When copper is used over concrete the surface should be made smooth by a wash of neat cement. Elastic cement is sometimes used for this purpose.

   Cinder concrete should not be used in contact with copper. Where copper is used in this type of construction the concrete should be painted with a heavy coating of asphalt paint before the copper is applied.

   Wood battens or expansion inserts must be set in the concrete for fastening the cleats.


RULE 3. Avoid sharp bends in copper sheets.

(a) Do not crease the sheets or bend them more than 90 degrees.

(b) Bend the sheets as little as possible before laying.


Allow for movement at intersections of roof planes by loose-locked joints.

(a) Never carry a copper sheet over an angle more than 3 or 4 inches.

(b) Break the sheet and lock it to the adjoining one by means of a loose- or double-locked joint. This allows room for expansion and contraction.


   The temperature at the time the work is done must be taken into consideration by the contractor in allowing for expansion and contraction.

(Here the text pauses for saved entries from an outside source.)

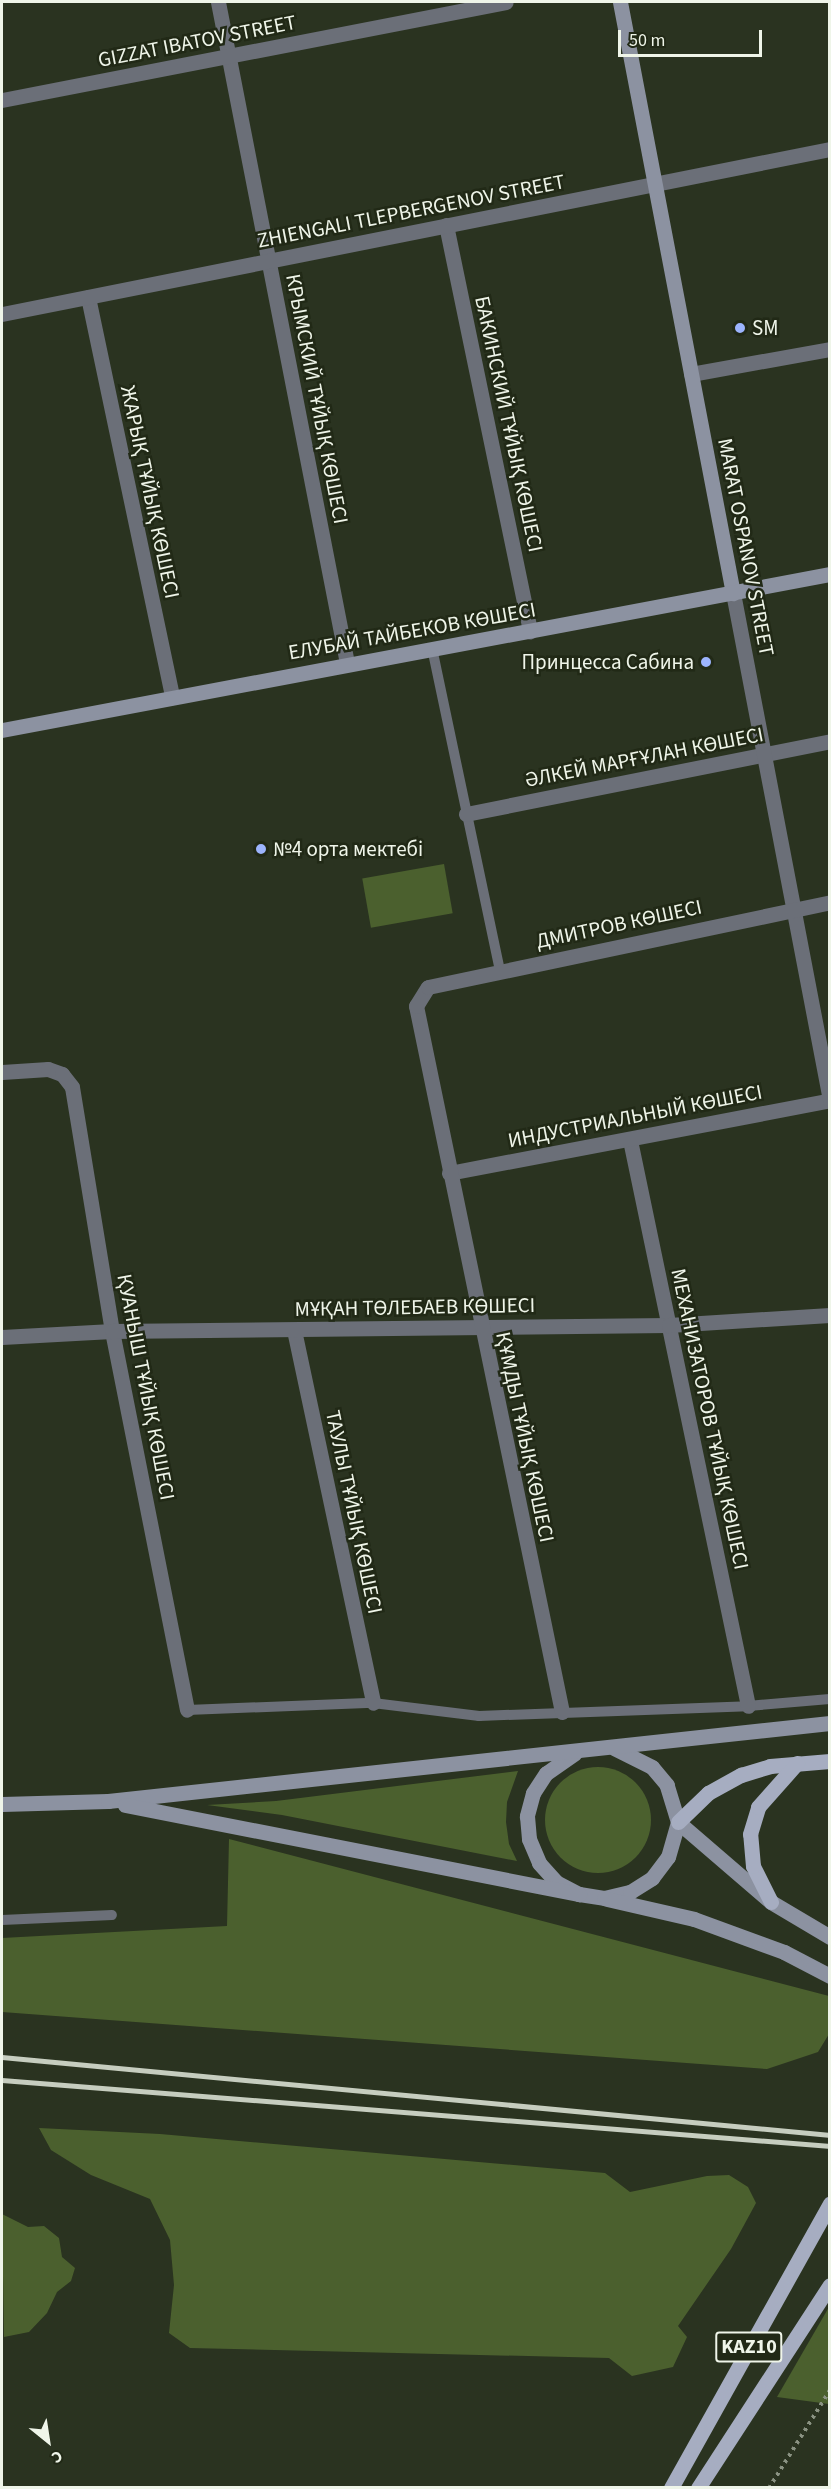 <!DOCTYPE html>
<meta charset="utf-8">
<style>
body{margin:0}
#map{position:relative;width:831px;height:2489px;overflow:hidden;background:#2a3320;font-family:"Source Sans 3",sans-serif}
div>[style]{position:absolute}
[style*='--x']{left:calc(var(--x)*1px);top:calc(var(--y)*1px);width:calc(var(--w)*1px);rotate:calc(var(--a)*1deg)}
.green>*{inset:0;background:#4b602e;transform-origin:0 0}
.round{border-radius:50%}
.path>*{height:4px;margin-top:-2px;transform-origin:0;background:repeating-linear-gradient(90deg,#8a9282 0 3px,transparent 0 7.5px)}
.lane>*{height:10px;margin:-5px;padding:0 5px;transform-origin:5px;border-radius:5px;background:#6b6f78}
.street>*{height:15px;margin:-7.5px;padding:0 7.5px;transform-origin:7.5px;border-radius:7.5px;background:#6b6f78}
.secondary>*{height:15px;margin:-7.5px;padding:0 7.5px;transform-origin:7.5px;border-radius:7.5px;background:#8c92a1}
.primary>*{height:15px;margin:-7.5px;padding:0 7.5px;transform-origin:7.5px;border-radius:7.5px;background:#a6adc1}
.rail>*{height:4.5px;margin:-2.25px;padding:0 2.25px;transform-origin:2.25px;border-radius:2.25px;background:#c6cdbf}
.dots>*{width:16px;height:16px;translate:-50% -50%;box-sizing:border-box;border:3px solid #212916;border-radius:50%}
span{translate:-50% -50%;white-space:nowrap;text-align:center;line-height:1.15;-webkit-text-stroke:5px #212916;paint-order:stroke}
.shield-label span{padding:2px 4px;background:#212916;border:2px solid;border-radius:4px;-webkit-text-stroke-width:0}
.shield-label{font-size:20px;color:#eff5e9;font-weight:700}
.street-label{font-size:21px;color:#eff5e9}
.poi-label{font-size:21px;color:#eff5e9}
.left{translate:0 -50%;text-align:left}
.right{translate:-100% -50%;text-align:right}
.frame{position:absolute;inset:0;border:3px solid #eff5e9;pointer-events:none}
.north{position:absolute;left:18px;top:2411px;width:60px;height:60px;-webkit-text-stroke:4px #212916;paint-order:stroke;rotate:150deg;font-size:16px;font-weight:700;line-height:24px;text-align:center;color:#eff5e9}
.north::after{content:'';display:block;margin:auto;width:21px;height:27px;background:#eff5e9;clip-path:polygon(50% 0,100% 100%,50% 72%,0 100%)}
.scale{position:absolute;left:618px;top:30px;width:144px;height:27px;box-sizing:border-box;border:3px solid #eff5e9;border-top:0;padding-left:8px;font-size:18px;line-height:21px;white-space:nowrap;color:#eff5e9;-webkit-text-stroke:4px #212916;paint-order:stroke}
</style>
<div id="map">
<div class="green">
<i style="left:444px;top:864px;width:50px;height:83px;rotate:80deg"></i>
<i class="round" style="left:545px;top:1767px;width:106px;height:106px"></i>
<i style="clip-path:polygon(518px 1771px,507px 1802px,506px 1822px,509px 1844px,517px 1861px,282px 1815px,207px 1805px,276px 1801px)"></i>
<i style="clip-path:polygon(229px 1839px,829px 1996px,829px 2034px,818px 2052px,767px 2069px,2px 2012px,2px 1938px,227px 1926px)"></i>
<i style="clip-path:polygon(39px 2128px,160px 2134px,605px 2173px,630px 2192px,707px 2176px,729px 2175px,748px 2187px,756px 2203px,731px 2249px,678px 2326px,687px 2337px,673px 2367px,632px 2376px,609px 2358px,190px 2348px,169px 2333px,174px 2285px,170px 2240px,150px 2199px,91px 2175px,51px 2150px)"></i>
<i style="clip-path:polygon(2px 2214px,28px 2227px,44px 2226px,59px 2238px,62px 2257px,75px 2268px,71px 2281px,57px 2292px,47px 2313px,29px 2332px,4px 2337px)"></i>
<i style="clip-path:polygon(829px 2307px,829px 2404px,777px 2397px)"></i>
</div>
<div class="path">
<i style="--x:769;--y:2488;--w:115;--a:-58.1"></i>
</div>
<div class="lane">
<i style="--x:432;--y:648;--w:329;--a:78.1"></i>
<i style="--x:187;--y:1710;--w:186;--a:-2.2"></i>
<i style="--x:373;--y:1703;--w:107;--a:7"></i>
<i style="--x:479;--y:1716;--w:269;--a:-2.1"></i>
<i style="--x:748;--y:1706;--w:82;--a:-4.9"></i>
<i style="--x:2;--y:1920;--w:110;--a:-2.6"></i>
</div>
<div class="street">
<i style="--x:218;--y:2;--w:673;--a:78.96"></i>
<i style="--x:2;--y:100;--w:513;--a:-11"></i>
<i style="--x:446;--y:225;--w:415;--a:78.3"></i>
<i style="--x:88;--y:297;--w:409;--a:78.1"></i>
<i style="--x:2;--y:314;--w:844;--a:-11.27"></i>
<i style="--x:691;--y:374;--w:141;--a:-10.2"></i>
<i style="--x:466;--y:814;--w:371;--a:-11.3"></i>
<i style="--x:2;--y:1072;--w:46;--a:-3.7"></i>
<i style="--x:48;--y:1069;--w:15;--a:20"></i>
<i style="--x:62;--y:1074;--w:16;--a:52"></i>
<i style="--x:72;--y:1087;--w:247;--a:80.7"></i>
<i style="--x:112;--y:1331;--w:386;--a:78.8"></i>
<i style="--x:630;--y:1140;--w:578;--a:78.22"></i>
<i style="--x:449;--y:1173;--w:388;--a:-10.8"></i>
<i style="--x:830;--y:1100;--w:516;--a:-100.83"></i>
<i style="--x:294;--y:1330;--w:381;--a:78"></i>
<i style="--x:2;--y:1337;--w:110;--a:-3.1"></i>
<i style="--x:112;--y:1331;--w:557;--a:-0.62"></i>
<i style="--x:669;--y:1325;--w:161;--a:-3.6"></i>
<i style="--x:562;--y:1712;--w:721;--a:-101.68"></i>
<i style="--x:416;--y:1006;--w:22;--a:-58"></i>
<i style="--x:428;--y:987;--w:411;--a:-11.9"></i>
</div>
<div class="secondary">
<i style="--x:620;--y:2;--w:602;--a:79.18"></i>
<i style="--x:2;--y:730;--w:843;--a:-10.67"></i>
<i style="--x:575;--y:1753;--w:35;--a:145"></i>
<i style="--x:546;--y:1773;--w:24;--a:123"></i>
<i style="--x:533;--y:1793;--w:24;--a:105"></i>
<i style="--x:527;--y:1816;--w:23;--a:85"></i>
<i style="--x:529;--y:1839;--w:26;--a:67"></i>
<i style="--x:539;--y:1863;--w:25;--a:48"></i>
<i style="--x:556;--y:1882;--w:26;--a:28"></i>
<i style="--x:579;--y:1894;--w:25;--a:9"></i>
<i style="--x:604;--y:1898;--w:27;--a:-13"></i>
<i style="--x:630;--y:1892;--w:26;--a:-32"></i>
<i style="--x:652;--y:1878;--w:26;--a:-53"></i>
<i style="--x:668;--y:1857;--w:36;--a:-74"></i>
<i style="--x:678;--y:1822;--w:39;--a:-107"></i>
<i style="--x:667;--y:1785;--w:23;--a:-130"></i>
<i style="--x:652;--y:1767;--w:42;--a:-153.4"></i>
<i style="--x:2;--y:1804;--w:106;--a:-1.6"></i>
<i style="--x:108;--y:1801;--w:726;--a:-6.17"></i>
<i style="--x:125;--y:1805;--w:463;--a:11.1"></i>
<i style="--x:678;--y:1822;--w:123;--a:40.7"></i>
<i style="--x:771;--y:1902;--w:69;--a:30.7"></i>
<i style="--x:607;--y:1899;--w:89;--a:12.9"></i>
<i style="--x:694;--y:1919;--w:96;--a:20.1"></i>
<i style="--x:784;--y:1952;--w:52;--a:27.6"></i>
</div>
<div class="primary">
<i style="--x:678;--y:1822;--w:42;--a:-44"></i>
<i style="--x:708;--y:1793;--w:38;--a:-29"></i>
<i style="--x:741;--y:1775;--w:30;--a:-17"></i>
<i style="--x:770;--y:1766;--w:60;--a:-4.8"></i>
<i style="--x:771;--y:1902;--w:40;--a:-116.6"></i>
<i style="--x:753;--y:1866;--w:32;--a:-95"></i>
<i style="--x:750;--y:1834;--w:28;--a:-73"></i>
<i style="--x:758;--y:1807;--w:59;--a:-48.4"></i>
<i style="--x:671;--y:2488;--w:326;--a:-60.8"></i>
<i style="--x:698;--y:2488;--w:242;--a:-57"></i>
</div>
<div class="rail">
<i style="--x:2;--y:2057;--w:832;--a:5.38"></i>
<i style="--x:2;--y:2080;--w:831;--a:4.56"></i>
</div>
<div class="dots">
<i style="left:740px;top:328px;background:#9cb4fd"></i>
<i style="left:706px;top:662px;background:#9cb4fd"></i>
<i style="left:261px;top:849px;background:#9cb4fd"></i>
</div>
<div class="shield-label">
<span style="left:749px;top:2347px">KAZ10</span>
</div>
<div class="street-label">
<span style="left:197px;top:41px;rotate:-11deg">GIZZAT IBATOV STREET</span>
<span style="left:411px;top:211px;rotate:-11deg">ZHIENGALI TLEPBERGENOV STREET</span>
<span style="left:317px;top:399px;rotate:79deg">КРЫМСКИЙ ТҰЙЫҚ КӨШЕСІ</span>
<span style="left:509px;top:424px;rotate:78deg">БАКИНСКИЙ ТҰЙЫҚ КӨШЕСІ</span>
<span style="left:150px;top:492px;rotate:78deg">ЖАРЫҚ ТҰЙЫҚ КӨШЕСІ</span>
<span style="left:746px;top:547px;rotate:79deg">MARAT OSPANOV STREET</span>
<span style="left:412px;top:631px;rotate:-10deg">ЕЛУБАЙ ТАЙБЕКОВ КӨШЕСІ</span>
<span style="left:644px;top:757px;rotate:-11deg">ӘЛКЕЙ МАРҒҰЛАН КӨШЕСІ</span>
<span style="left:619px;top:924px;rotate:-12deg">ДМИТРОВ КӨШЕСІ</span>
<span style="left:635px;top:1116px;rotate:-11deg">ИНДУСТРИАЛЬНЫЙ КӨШЕСІ</span>
<span style="left:415px;top:1307px;rotate:-1deg">МҰҚАН ТӨЛЕБАЕВ КӨШЕСІ</span>
<span style="left:146px;top:1387px;rotate:79deg">ҚУАНЫШ ТҰЙЫҚ КӨШЕСІ</span>
<span style="left:710px;top:1419px;rotate:78deg">МЕХАНИЗАТОРОВ ТҰЙЫҚ КӨШЕСІ</span>
<span style="left:525px;top:1437px;rotate:78deg">ҚҰМДЫ ТҰЙЫҚ КӨШЕСІ</span>
<span style="left:354px;top:1512px;rotate:78deg">ТАУЛЫ ТҰЙЫҚ КӨШЕСІ</span>
</div>
<div class="poi-label">
<span class="left" style="left:752px;top:328px">SM</span>
<span class="right" style="left:694px;top:662px">Принцесса Сабина</span>
<span class="left" style="left:273px;top:849px">№4 орта мектебі</span>
</div>
<div class="frame"></div>
<div class="north">С</div>
<div class="scale">50 m</div>
</div>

A roof laid in July needs little room for expansion. It does, however, require ample provision for the contraction which comes with cold weather. The reverse is, of course, true when a roof is laid in cold weather, and under these circumstances the contractor must be careful to provide ample room for movement.


RULE 5. Never nail copper sheets. Use cleats.

(a) By “sheet” is meant any piece over 12 inches wide.

(b) Use two-nail cleats 1½ inches wide and place them not more than 12 inches apart.

RULE 6. Use copper nails only — never iron or steel.

(a) Flat-head, wire “slating," or “shingle,” nails are preferable.


   Always secure the copper sheet by copper cleats, the cleats only being nailed to the roofing boards, the battens or wood ribs. Never use nails of iron or steel to fasten copper at any place or under any circumstances. Galvanic action will quickly destroy the ferrous metal.


   If possible, never use copper in contact with another metal, but if the plan of construction requires the use of iron or steel, by all means see that the iron or steel device is heavily tinned or that sheet lead is inserted between the copper and the other metal. The use of brass devices is recommended, especially for gutter and eaves trough hangers.


RULE 7. Make full size joints and seams.

(a) Standing Seams at least 1-inch finished.

(b) Flat Seams (locked) at least ½-inch finished.

(c) Lapped Seams at least 1-inch finished.

(d) Double or copper-locked Seams at least ½-inch finished.

RULE 8. Tin carefully and thoroughly.

(a) Use heavy tinning-coppers.

(b) Use enough tin to cover all the surface.

RULE 9. Use rosin as a flux rather than acid.

(a) If acid is used, see that it is properly and thoroughly killed.

RULE 10. Plenty of solder, well-flowed over, makes strong seams.

(a) Use the best half-and-half solder and lots of it.

(b) Heat the seam thoroughly.

(c) Heavy, hot coppers are best for this.